Adoption de la nouvelle loi réformée sur les sociétés. Quelles sont les conséquences pour vous en tant qu’administrateur ?

La nouvelle loi sur les sociétés a été votée à la Chambre le 28 février 2019. Cette nouvelle législation entrera en vigueur le 1er mai 2019. Nous en exposons ci-dessous les principaux changements vous concernant en tant qu’entrepreneur. Quelles modifications majeures apporte-t-elle dès à présent eu égard à votre assurance responsabilité administrateur ?

Adoption de la nouvelle loi réformée sur les sociétés.

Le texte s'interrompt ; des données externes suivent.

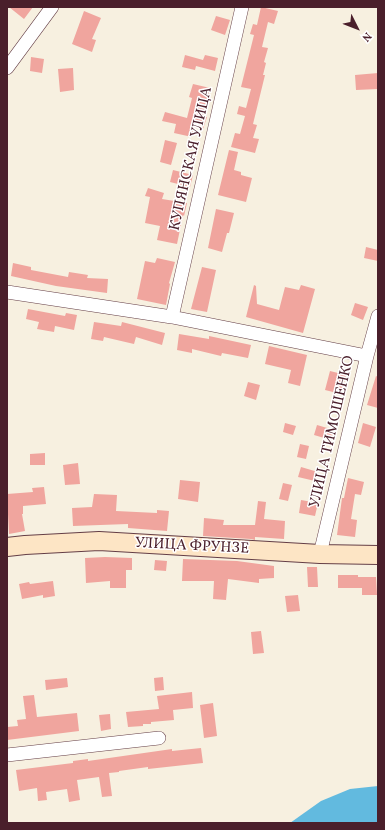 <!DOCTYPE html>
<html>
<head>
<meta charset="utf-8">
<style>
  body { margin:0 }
  #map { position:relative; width:385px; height:830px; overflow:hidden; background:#f7f0e0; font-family:Vollkorn,serif }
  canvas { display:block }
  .frame { position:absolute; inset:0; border:8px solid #4a1f2b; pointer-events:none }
  .north { position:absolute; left:337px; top:8px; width:40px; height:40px; -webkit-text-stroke:3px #fff; paint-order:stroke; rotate:132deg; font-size:11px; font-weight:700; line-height:16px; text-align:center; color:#4a1f2b }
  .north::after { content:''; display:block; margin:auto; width:14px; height:18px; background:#4a1f2b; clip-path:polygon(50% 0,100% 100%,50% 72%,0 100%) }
</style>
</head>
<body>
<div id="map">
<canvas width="385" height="830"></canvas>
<div class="frame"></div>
<div class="north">N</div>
</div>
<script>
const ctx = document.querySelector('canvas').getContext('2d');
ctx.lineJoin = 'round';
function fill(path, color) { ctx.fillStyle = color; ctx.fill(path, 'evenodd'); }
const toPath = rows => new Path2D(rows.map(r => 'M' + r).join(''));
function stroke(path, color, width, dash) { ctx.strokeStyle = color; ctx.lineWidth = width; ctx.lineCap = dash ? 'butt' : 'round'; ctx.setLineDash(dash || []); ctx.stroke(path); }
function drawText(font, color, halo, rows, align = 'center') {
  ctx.font = font + ' Vollkorn,serif'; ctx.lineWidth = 3; ctx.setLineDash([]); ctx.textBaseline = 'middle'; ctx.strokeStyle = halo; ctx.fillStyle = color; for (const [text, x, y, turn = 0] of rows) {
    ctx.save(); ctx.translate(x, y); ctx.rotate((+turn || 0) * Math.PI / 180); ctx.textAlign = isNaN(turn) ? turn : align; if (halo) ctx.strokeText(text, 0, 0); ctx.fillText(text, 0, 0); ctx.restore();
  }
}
fill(toPath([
  [378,786,378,823,290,823,321,801,350,789]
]), '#62badf');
fill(toPath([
  [9,7,33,7,24,19],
  [261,7,278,11,274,24,268,22,262,47,268,48,264,62,266,63,263,75,265,75,253,124,257,125,253,138,259,139,255,153,231,147,235,133,240,134,245,116,237,114,239,106,246,108,251,89,241,87,254,35,250,34,253,24,257,25],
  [84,11,101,18,92,39,96,40,92,52,72,44],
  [216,16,230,20,225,35,211,30],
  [185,55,203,60,205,55,218,58,215,71,196,66,195,70,182,67],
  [31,57,44,59,42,73,30,71],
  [73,68,74,90,60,92,58,69],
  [378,73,378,89,356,90,355,75],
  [193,84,210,88,203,116,207,117,203,129,194,127,192,137,174,133,176,124,162,121,165,112,187,118,192,98,189,97],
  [165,140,177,143,171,165,160,162],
  [229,150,238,152,234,170,241,172,241,175,252,178,246,202,218,195],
  [173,170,193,175,190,187,170,182],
  [148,188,164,193,162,199,187,203,184,216,183,215,177,244,157,240,160,226,145,223,150,197,145,196],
  [216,209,234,213,229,233,227,233,222,252,208,248],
  [366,247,378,250,378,261,364,258],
  [157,258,175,262,169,283,170,284,166,305,137,299,145,261,155,263],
  [13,263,31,267,31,270,68,277,69,272,88,275,87,278,108,279,107,293,56,286,11,276],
  [202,267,216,270,207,312,191,309],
  [254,285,256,286,257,304,279,310,285,287,299,290,301,285,315,289,303,333,246,317],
  [355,303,368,307,363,320,351,315],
  [28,309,65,316,66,313,77,315,74,330,55,326,54,332,37,329,39,322,26,319],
  [94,322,121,326,122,322,165,333,162,345,136,337,134,344,104,337,103,341,91,339],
  [179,334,209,339,209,336,251,345,248,358,222,353,221,356,192,349,192,353,177,350],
  [269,346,307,355,300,386,288,383,291,370,265,364],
  [330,371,346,375,341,394,325,390],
  [376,376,378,377,378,408,367,405],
  [248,382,260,385,256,400,244,396],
  [285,423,296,426,293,435,283,432],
  [363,423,376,427,370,447,358,443],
  [317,425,334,430,331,440,314,435],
  [300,444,309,446,306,459,297,457],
  [45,453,45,465,30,465,30,454],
  [78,463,80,484,65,485,63,465],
  [301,467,318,472,315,481,298,477],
  [348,478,364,482,361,495,355,494,351,519,357,520,355,537,337,535,342,498,344,498],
  [180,480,200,482,198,502,178,499],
  [283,483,292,485,288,501,279,499],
  [44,487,46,504,23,506,23,514,22,514,25,531,9,534,7,494,33,492,32,488],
  [94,494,117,495,116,511,157,513,157,510,169,511,167,531,128,528,128,524,73,526,72,508,92,507],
  [301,500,318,503,315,516,299,513],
  [258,501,266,502,264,519,285,521,284,539,255,537,255,540,251,539,203,536,204,518,224,520,223,525,255,525],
  [105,557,132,558,132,570,126,570,126,588,110,588,110,581,86,583,85,558],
  [183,559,237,561,274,566,274,578,259,579,259,583,228,579,226,600,213,599,214,581,182,581],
  [155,560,167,561,166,571,154,570],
  [307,567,317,567,318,587,308,587],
  [338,575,358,575,358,577,376,577,377,595,362,595,362,588,338,588],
  [53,581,55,596,43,598,43,595,22,599,19,584,29,582,30,584],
  [298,595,300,611,287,612,285,596],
  [261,631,264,653,253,654,251,632],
  [163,677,164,690,155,691,154,678],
  [67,678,68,687,46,690,45,680],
  [192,692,193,708,173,710,174,720,151,722,151,724,143,724,143,726,128,727,126,712,159,709,157,696],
  [34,695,37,717,77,713,79,731,7,740,7,727,18,726,17,720,26,719,23,696],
  [213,703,217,736,204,738,200,705],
  [110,714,111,729,101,731,99,715],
  [201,748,203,763,148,769,148,767,119,771,119,772,109,773,112,796,102,797,99,777,77,780,80,800,69,802,67,789,46,792,47,800,38,801,37,788,19,791,16,770,73,763,73,761,88,759,88,761,172,749,172,751]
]), '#f0a59e');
const street = toPath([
  [7,68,52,7],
  [7,292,172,317,367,356],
  [172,317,242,7],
  [320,554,367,356,378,316],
  [7,755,159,738]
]);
const secondary = toPath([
  [7,547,25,545,99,541,320,554,378,555]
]);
stroke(street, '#643e46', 14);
stroke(secondary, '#643e46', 20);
stroke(street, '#fff', 13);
stroke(secondary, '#fde5c5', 18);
drawText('15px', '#4a1f2b', '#fff', [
  ["КУПЯНСКАЯ УЛИЦА",192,159,-77],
  ["УЛИЦА ТИМОШЕНКО",333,432,-77],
  ["УЛИЦА ФРУНЗЕ",192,547,3]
]);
</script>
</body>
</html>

Quelles sont les conséquences pour vous en tant qu’administrateur ?

Nouveau droit de l’insolvabilité

Depuis le 1er mai 2018, l’ancienne loi sur les faillites et la loi relative à la continuité des entreprises (la « LCE ») sont réunies en un nouveau livre unique : l’« Insolvabilité des entreprises ». Outre l’élargissement du champ d’application aux ASBL et fondations, la législation instaure le principe du « wrongful trading » en tant que motif de responsabilité.

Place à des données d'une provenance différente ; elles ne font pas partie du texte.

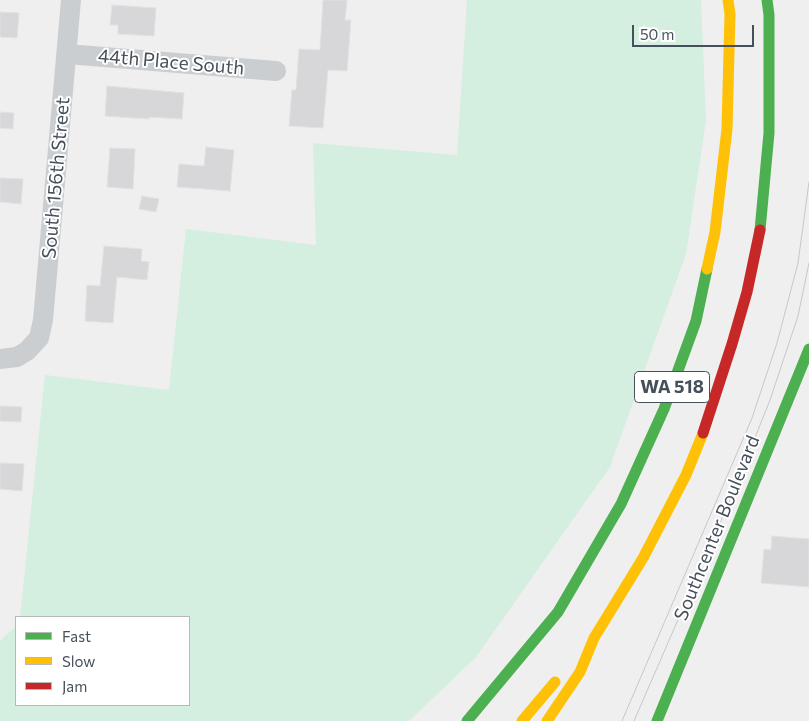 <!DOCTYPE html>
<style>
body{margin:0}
#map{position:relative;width:809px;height:721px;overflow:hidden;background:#f0efef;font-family:Commissioner,sans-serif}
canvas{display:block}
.legend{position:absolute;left:15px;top:616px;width:175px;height:90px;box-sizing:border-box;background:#fff;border:1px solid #b5b9bd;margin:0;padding:6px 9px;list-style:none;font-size:15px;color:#46505b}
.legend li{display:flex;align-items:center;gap:10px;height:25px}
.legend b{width:25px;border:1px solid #b5b9bd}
.scale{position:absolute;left:632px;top:25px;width:122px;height:22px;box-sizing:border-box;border:2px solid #46505b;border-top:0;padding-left:6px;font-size:15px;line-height:18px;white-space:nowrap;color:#46505b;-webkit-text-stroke:4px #fff;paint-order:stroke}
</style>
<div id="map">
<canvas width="809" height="721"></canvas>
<ul class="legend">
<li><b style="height:6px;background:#4caf50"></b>Fast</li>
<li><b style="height:6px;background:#ffc107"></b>Slow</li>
<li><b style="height:6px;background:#c62828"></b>Jam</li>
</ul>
<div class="scale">50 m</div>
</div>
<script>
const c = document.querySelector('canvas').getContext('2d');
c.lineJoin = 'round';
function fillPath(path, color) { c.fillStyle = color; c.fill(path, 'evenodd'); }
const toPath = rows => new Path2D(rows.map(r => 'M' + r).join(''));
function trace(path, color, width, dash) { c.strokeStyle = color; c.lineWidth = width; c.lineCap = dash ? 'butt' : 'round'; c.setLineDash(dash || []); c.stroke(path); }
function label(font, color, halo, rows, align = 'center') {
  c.font = font + ' Commissioner,sans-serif'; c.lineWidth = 4; c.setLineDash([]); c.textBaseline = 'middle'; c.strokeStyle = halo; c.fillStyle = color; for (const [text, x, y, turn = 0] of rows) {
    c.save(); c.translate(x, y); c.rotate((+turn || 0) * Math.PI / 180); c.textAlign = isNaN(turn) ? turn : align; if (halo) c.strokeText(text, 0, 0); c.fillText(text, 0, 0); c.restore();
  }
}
const green = toPath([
 [467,0,701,0,706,120,686,254,610,467,476,657,409,721,0,721,0,641,16,626,16,705,189,705,189,617,20,617,45,375,169,390,186,229,316,245,313,143,457,155]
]);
const building = toPath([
 [323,0,347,0,345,20,351,20,347,71,328,70,323,128,289,126,292,90,296,90,299,49,320,50,323,0],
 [112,5,156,8,154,36,118,34,118,25,110,25,112,5],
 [0,12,19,13,17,38,0,37,0,12],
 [107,86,184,93,182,119,149,117,149,119,105,116,107,86],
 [0,112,14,113,13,129,0,128,0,112],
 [206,147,234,150,230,191,177,187,179,164,204,166,206,147],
 [110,148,135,149,133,189,107,187,110,148],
 [0,178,23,179,21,204,0,202,0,178],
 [142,196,159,199,156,212,139,209,142,196],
 [104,246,142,249,141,261,149,262,147,280,117,277,113,323,85,321,87,285,100,286,104,246],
 [0,406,22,407,21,422,0,421,0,406],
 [0,463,24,464,22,491,0,489,0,463],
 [772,536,809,539,809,587,761,583,764,549,771,550,772,536]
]);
const street = toPath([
 [67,54,276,71],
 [0,359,17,357,27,351,39,338,43,320,71,0]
]);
const fast = toPath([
 [760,230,769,133,769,15,767,0],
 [467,721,558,612,621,504,664,409,696,321,707,269],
 [657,721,809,349]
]);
const slow = toPath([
 [707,269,715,232,727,129,730,14,728,0],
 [522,721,555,682],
 [547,721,580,672,594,638,643,558,686,475,703,433]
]);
const jam = toPath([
 [703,433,732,344,747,292,760,230]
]);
const tram = toPath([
 [622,721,752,418,777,343,798,263,809,182],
 [634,721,733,493,770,400,798,316,809,263]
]);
const shields = [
 [672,387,75]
];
const shieldNames = [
 ["WA 518",672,387]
];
const streetNames = [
 ["44th Place South",171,62,5],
 ["South 156th Street",56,178,-85],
 ["Southcenter Boulevard",717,528,-68]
];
fillPath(green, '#d4eedf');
fillPath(building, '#d7d7d9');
trace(building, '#e1e1e2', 1);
trace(street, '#cbced0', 20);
trace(fast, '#4caf50', 11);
trace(slow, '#ffc107', 11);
trace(jam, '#c62828', 11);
trace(tram, '#c5c7c9', 1);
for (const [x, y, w] of shields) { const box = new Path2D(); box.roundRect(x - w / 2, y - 15.5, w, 31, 4); c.fillStyle = '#fff'; c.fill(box); trace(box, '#46505b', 1); }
label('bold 18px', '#46505b', null, shieldNames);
label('19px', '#46505b', '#fff', streetNames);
</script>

Cela signifie qu’il est possible d’intenter une action en responsabilité personnelle, collective ou non, à l’encontre des administrateurs qui ont délibérément maintenu l’entreprise, sans que la faillite puisse être évitée, ou qui ont continué à exercer une activité qui a occasionné des pertes sans perspective de progrès.

Limitation de la responsabilité des administrateurs

Parmi les autres modifications profondes, citons que la nouvelle loi limite la responsabilité potentielle des administrateurs. Dans la législation précédente, la responsabilité des administrateurs était illimitée. Cette responsabilité sera limitée à certains montants (« cap »). Ces montants se situent entre 125 000 EUR et 12 500 000 EUR – selon le volume des actifs et du chiffre d’affaires de l’entreprise.

Cette limitation de responsabilité ne s’applique cependant qu’en cas de « faute légère fortuite » et crée un faux sentiment de sécurité.

Cette nouvelle limitation ne s’applique pas dans les cas suivants : En cas de faute légère récurrente (« non fortuite »), de faute grave, de dol, de fraude, d’obligations de garantie légales, de dettes fiscales (TVA, précompte professionnel) et de dettes ONSS, une responsabilité illimitée restera imputée.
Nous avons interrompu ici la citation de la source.